TH4Today’s installment of January’s Three by Five conversation with Poet Trish Hopkinson is about the writing life.

VAH: Are you a full-time writer?

TH: I have a full-time job as a project manager for a software company. I’ve been with the company for over 15 years and I love what I do, but writing poetry is a necessity for me. I just am not happy unless I make time for it.

VAH: What gets you writing?

TH: I collect writing prompts, but I rarely refer back to them. I almost always have something in mind or on a list that I want to write, and since I have limited time available to actually do the writing, I’m usually ready to go when I do sit down to write.

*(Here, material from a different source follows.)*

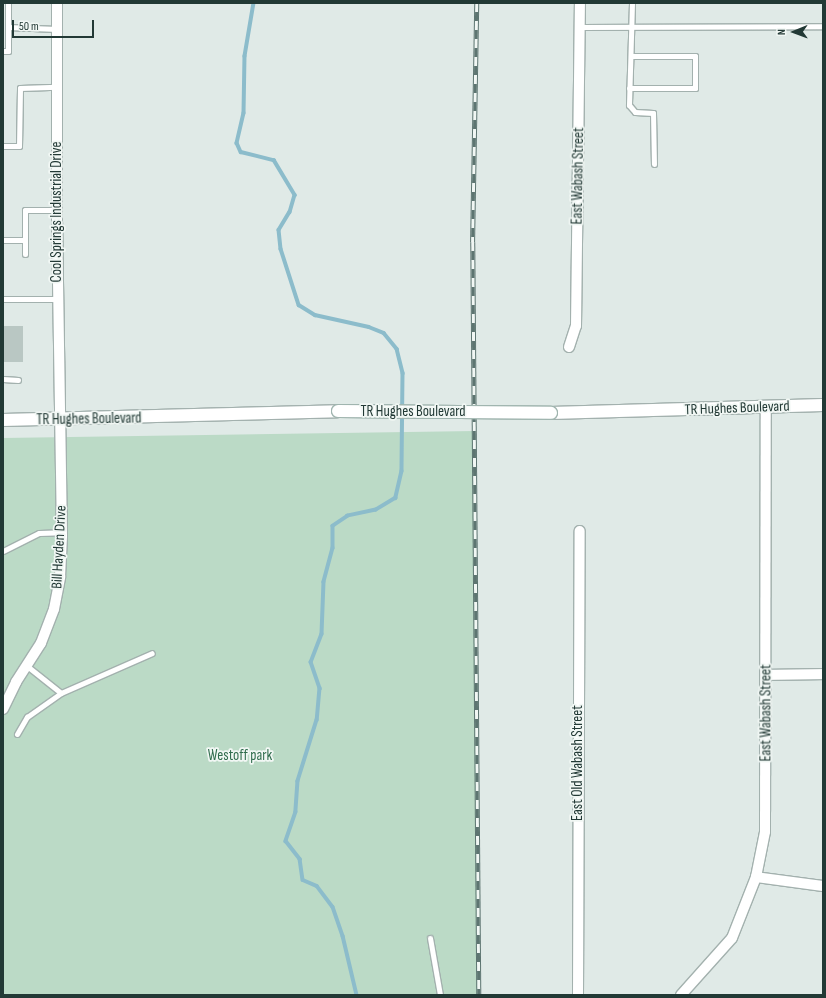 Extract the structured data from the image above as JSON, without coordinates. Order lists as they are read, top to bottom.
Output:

VAH: I’ve got a whole book of prompts and ideas and even have them land in my email box. Like you, I rarely refer back to them. What is your “process” when working on a new piece of writing?

TH: Once I have a topic, I start composing the first lines and edit as I go. Once I have the first draft done, I’ll go back and do the first revision immediately—look for better word choices to add alliteration, assonance, and/or consonance; take out all the line breaks and then put in new line breaks, etc. If I do get stuck mid-poem, I’ll look for a form to help me move it along, such as a villanelle or a sonnet.

VAH: Do you have a submission system or plan?

TH: My process for submitting has really evolved over the last year. Essentially, I rely on Duotrope to track most submissions, I put deadlines in my Outlook calendar, and I keep a spreadsheet of the poems I want to submit, have submitted, and whether or not they’ve already been published and where. Since my time is limited, it’s important to me to be as efficient as possible. I have templates for cover letters and several bios of different lengths to help the submission process go more quickly.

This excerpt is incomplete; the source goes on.